▼▼▼

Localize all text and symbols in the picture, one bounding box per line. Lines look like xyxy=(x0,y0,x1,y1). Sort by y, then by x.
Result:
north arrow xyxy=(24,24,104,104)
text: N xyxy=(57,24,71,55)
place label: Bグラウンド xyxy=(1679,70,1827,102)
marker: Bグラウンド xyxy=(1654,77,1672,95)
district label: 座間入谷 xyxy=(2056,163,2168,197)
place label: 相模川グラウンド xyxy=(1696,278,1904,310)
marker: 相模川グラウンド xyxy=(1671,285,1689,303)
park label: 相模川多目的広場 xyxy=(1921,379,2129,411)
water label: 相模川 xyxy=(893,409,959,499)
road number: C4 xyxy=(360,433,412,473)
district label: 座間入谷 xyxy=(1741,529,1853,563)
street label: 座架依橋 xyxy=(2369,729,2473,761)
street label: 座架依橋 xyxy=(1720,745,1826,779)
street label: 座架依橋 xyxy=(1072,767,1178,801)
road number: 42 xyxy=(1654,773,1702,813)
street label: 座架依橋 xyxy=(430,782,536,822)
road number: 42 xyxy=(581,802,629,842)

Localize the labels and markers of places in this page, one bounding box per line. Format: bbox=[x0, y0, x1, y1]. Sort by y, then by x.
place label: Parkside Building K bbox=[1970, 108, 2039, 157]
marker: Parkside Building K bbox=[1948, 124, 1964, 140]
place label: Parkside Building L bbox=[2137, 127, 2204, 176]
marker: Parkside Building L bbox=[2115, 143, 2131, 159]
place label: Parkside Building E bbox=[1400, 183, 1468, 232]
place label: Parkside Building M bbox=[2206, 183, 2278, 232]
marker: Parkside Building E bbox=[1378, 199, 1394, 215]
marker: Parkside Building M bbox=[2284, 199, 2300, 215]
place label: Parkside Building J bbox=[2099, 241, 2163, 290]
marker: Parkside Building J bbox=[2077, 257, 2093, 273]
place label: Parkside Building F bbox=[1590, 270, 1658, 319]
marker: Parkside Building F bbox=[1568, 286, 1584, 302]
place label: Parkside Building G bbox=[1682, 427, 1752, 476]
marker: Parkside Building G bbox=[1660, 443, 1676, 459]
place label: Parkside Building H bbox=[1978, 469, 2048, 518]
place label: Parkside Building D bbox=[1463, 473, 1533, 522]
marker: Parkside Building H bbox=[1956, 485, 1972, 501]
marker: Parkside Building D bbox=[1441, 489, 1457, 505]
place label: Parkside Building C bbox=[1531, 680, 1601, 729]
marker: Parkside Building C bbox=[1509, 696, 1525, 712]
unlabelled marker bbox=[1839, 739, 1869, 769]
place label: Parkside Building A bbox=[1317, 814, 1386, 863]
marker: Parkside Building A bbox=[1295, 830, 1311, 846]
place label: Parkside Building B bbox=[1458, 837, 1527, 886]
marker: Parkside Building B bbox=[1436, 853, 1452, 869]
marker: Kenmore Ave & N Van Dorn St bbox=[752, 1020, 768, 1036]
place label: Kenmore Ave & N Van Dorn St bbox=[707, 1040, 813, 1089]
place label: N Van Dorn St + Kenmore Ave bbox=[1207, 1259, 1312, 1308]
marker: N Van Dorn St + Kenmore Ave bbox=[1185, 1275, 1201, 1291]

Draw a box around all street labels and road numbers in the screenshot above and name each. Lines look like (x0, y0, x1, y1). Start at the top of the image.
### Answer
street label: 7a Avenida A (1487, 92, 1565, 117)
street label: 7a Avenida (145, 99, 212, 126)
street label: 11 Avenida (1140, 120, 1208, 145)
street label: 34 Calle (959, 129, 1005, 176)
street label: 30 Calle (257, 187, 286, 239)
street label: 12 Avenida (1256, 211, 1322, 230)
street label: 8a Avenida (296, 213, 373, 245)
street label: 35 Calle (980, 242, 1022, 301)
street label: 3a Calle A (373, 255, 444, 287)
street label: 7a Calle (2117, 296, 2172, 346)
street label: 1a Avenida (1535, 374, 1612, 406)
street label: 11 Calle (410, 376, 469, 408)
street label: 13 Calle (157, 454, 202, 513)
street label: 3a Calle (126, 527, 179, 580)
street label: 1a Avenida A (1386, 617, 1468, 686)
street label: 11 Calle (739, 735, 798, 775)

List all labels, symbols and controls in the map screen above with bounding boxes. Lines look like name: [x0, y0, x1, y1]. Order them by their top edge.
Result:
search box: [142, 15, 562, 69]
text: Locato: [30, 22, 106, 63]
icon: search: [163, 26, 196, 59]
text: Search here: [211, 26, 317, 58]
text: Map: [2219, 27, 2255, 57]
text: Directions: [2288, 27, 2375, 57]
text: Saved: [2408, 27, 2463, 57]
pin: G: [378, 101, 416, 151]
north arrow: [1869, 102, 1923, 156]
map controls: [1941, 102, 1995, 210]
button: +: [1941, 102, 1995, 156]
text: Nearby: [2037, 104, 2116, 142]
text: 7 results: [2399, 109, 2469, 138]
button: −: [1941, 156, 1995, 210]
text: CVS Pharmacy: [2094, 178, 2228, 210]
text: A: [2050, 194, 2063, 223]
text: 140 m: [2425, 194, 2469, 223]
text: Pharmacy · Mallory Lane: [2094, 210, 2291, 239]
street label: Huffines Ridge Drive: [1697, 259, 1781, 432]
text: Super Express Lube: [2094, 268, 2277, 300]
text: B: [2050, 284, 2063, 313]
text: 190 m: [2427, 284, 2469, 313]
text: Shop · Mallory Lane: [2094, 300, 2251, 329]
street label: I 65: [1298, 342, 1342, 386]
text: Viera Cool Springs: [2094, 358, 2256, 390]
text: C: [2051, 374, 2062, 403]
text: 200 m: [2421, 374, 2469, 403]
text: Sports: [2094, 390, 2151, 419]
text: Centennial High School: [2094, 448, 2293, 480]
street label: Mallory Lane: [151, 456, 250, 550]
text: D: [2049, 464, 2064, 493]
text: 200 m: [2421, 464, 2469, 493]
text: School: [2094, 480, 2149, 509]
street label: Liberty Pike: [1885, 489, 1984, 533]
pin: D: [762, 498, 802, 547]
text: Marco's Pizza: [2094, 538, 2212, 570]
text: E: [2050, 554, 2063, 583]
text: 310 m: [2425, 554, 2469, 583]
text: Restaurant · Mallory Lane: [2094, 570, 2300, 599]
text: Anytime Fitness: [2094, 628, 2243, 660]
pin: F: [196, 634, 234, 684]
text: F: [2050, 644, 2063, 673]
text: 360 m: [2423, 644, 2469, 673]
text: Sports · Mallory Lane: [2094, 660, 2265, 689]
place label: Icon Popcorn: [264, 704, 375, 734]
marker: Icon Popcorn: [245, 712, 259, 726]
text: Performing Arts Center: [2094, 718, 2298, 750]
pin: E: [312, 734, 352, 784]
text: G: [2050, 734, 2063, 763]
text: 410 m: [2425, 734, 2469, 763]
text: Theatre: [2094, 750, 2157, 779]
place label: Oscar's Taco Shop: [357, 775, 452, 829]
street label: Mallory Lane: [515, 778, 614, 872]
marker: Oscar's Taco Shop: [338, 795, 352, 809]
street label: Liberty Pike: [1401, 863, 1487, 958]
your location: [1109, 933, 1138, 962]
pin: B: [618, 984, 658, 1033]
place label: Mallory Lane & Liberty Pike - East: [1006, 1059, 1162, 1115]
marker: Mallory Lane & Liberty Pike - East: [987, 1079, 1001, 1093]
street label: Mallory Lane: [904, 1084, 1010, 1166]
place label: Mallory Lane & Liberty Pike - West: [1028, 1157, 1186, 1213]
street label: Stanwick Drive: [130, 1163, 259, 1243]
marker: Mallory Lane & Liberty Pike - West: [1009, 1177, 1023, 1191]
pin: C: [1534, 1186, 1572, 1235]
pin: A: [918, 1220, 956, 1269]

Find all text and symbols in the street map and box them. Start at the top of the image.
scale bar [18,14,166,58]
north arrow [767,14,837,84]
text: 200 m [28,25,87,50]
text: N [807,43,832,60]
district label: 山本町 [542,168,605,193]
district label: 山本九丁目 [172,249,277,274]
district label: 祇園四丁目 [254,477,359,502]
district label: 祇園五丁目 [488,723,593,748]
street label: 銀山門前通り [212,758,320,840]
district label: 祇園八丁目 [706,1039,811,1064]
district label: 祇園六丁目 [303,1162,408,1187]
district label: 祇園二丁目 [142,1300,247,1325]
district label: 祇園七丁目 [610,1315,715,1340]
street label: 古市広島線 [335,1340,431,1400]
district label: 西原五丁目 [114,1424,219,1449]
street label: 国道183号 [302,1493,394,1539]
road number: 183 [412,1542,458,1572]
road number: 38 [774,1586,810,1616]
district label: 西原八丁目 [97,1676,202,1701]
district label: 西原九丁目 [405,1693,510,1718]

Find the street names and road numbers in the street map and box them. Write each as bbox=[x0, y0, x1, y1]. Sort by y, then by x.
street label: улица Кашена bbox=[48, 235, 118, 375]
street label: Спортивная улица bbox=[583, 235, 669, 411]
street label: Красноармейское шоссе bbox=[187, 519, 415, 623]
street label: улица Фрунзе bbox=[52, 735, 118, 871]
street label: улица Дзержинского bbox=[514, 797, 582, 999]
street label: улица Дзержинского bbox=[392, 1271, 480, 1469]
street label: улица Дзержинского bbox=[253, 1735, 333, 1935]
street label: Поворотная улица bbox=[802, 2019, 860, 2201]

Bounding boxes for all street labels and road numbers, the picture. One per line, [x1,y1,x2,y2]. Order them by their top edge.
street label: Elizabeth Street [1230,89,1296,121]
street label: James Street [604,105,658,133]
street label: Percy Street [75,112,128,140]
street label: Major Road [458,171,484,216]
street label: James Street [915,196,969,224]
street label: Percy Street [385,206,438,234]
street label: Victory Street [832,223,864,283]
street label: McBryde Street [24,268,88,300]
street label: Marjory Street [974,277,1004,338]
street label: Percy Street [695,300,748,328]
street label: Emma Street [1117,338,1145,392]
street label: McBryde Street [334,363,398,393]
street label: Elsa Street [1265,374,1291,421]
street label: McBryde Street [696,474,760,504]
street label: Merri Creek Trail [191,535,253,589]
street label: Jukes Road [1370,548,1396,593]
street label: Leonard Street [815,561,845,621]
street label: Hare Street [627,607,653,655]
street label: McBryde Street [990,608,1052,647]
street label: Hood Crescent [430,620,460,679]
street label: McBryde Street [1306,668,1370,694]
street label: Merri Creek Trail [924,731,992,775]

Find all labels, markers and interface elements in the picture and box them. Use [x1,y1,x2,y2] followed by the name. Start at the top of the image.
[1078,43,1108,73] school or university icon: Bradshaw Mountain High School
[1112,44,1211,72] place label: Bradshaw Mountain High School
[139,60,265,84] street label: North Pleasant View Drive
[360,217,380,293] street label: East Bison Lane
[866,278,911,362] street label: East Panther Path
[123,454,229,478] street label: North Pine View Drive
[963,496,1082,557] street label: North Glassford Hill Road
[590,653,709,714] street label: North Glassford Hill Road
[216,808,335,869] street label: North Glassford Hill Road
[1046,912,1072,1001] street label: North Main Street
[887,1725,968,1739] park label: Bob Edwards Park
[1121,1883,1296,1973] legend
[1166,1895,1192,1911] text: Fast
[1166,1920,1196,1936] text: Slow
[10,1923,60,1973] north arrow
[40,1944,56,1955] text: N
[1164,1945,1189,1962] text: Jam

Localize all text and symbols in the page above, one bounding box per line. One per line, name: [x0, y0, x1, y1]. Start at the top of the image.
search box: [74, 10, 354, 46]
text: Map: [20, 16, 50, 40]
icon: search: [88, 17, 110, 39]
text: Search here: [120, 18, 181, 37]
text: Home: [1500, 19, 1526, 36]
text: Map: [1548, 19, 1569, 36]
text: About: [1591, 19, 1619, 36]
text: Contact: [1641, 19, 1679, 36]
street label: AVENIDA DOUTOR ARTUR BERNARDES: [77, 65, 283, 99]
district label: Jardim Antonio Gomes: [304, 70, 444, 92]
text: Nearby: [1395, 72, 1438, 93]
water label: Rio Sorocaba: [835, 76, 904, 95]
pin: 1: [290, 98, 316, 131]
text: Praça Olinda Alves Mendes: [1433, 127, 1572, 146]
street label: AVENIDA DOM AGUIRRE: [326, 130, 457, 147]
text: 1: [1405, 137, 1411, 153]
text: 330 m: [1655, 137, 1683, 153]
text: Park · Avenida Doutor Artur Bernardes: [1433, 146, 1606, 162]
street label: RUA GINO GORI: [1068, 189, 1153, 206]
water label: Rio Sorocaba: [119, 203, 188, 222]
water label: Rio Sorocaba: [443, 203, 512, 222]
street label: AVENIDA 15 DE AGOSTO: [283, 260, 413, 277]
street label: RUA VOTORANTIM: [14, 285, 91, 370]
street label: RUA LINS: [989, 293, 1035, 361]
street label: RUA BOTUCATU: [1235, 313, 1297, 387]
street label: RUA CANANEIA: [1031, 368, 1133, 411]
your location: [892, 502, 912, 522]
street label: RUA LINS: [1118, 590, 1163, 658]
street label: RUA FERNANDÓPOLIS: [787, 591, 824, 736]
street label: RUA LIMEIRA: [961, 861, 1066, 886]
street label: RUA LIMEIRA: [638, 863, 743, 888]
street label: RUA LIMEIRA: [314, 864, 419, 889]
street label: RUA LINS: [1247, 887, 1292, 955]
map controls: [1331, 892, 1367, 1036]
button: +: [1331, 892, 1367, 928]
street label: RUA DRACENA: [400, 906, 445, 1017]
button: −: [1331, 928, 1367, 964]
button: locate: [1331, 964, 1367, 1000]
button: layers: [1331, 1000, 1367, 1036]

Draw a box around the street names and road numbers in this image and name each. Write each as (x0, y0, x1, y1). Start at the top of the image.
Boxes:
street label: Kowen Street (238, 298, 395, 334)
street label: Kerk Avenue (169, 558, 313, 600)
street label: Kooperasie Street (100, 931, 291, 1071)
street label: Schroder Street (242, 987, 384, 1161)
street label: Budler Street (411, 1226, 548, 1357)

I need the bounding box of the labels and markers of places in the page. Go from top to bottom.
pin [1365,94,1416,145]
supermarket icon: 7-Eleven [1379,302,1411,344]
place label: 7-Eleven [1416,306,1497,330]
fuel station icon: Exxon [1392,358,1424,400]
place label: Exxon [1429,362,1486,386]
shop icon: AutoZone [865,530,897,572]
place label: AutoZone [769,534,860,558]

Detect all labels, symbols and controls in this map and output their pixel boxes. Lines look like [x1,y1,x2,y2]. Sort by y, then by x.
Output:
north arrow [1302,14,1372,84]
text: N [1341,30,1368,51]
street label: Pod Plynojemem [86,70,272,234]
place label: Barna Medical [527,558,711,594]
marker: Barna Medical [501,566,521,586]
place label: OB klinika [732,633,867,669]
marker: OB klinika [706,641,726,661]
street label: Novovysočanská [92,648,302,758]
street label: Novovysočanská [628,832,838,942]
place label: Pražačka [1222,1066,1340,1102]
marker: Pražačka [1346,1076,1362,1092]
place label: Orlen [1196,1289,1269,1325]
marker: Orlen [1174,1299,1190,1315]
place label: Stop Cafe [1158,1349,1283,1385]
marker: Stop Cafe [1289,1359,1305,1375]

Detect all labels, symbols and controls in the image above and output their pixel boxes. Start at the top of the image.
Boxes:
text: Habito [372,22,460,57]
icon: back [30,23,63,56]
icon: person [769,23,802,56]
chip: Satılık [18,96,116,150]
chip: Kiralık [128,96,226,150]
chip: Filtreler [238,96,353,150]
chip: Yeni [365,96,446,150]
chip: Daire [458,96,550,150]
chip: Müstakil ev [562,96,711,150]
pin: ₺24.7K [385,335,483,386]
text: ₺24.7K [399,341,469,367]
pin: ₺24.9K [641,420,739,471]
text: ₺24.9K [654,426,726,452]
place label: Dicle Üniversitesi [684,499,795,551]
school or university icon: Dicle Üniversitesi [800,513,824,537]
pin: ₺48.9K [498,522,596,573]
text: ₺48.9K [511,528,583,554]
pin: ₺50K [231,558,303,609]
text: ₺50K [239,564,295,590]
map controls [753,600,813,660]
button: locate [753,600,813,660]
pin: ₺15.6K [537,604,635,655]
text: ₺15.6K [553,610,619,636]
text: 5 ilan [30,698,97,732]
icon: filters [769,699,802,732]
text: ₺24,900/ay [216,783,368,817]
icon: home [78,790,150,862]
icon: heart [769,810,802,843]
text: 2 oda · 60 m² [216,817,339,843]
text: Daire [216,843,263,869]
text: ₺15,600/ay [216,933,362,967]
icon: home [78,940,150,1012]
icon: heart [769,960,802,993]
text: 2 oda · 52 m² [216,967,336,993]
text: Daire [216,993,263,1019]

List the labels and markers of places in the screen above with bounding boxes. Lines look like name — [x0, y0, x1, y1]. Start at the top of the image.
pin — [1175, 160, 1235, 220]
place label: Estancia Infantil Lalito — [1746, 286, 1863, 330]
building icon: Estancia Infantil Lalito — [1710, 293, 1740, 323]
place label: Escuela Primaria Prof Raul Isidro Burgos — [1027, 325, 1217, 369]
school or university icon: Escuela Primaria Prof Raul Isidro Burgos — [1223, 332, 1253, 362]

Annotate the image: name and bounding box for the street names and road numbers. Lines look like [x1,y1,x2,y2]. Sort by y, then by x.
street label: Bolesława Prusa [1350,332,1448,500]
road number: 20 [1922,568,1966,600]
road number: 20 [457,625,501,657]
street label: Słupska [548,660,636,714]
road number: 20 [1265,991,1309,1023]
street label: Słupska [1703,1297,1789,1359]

▲▲▲

*The task*
Would you please filter the lines above and copy every one that includes "Orlen"?

*Answer to the problem*
place label: Orlen [1196,1289,1269,1325]
marker: Orlen [1174,1299,1190,1315]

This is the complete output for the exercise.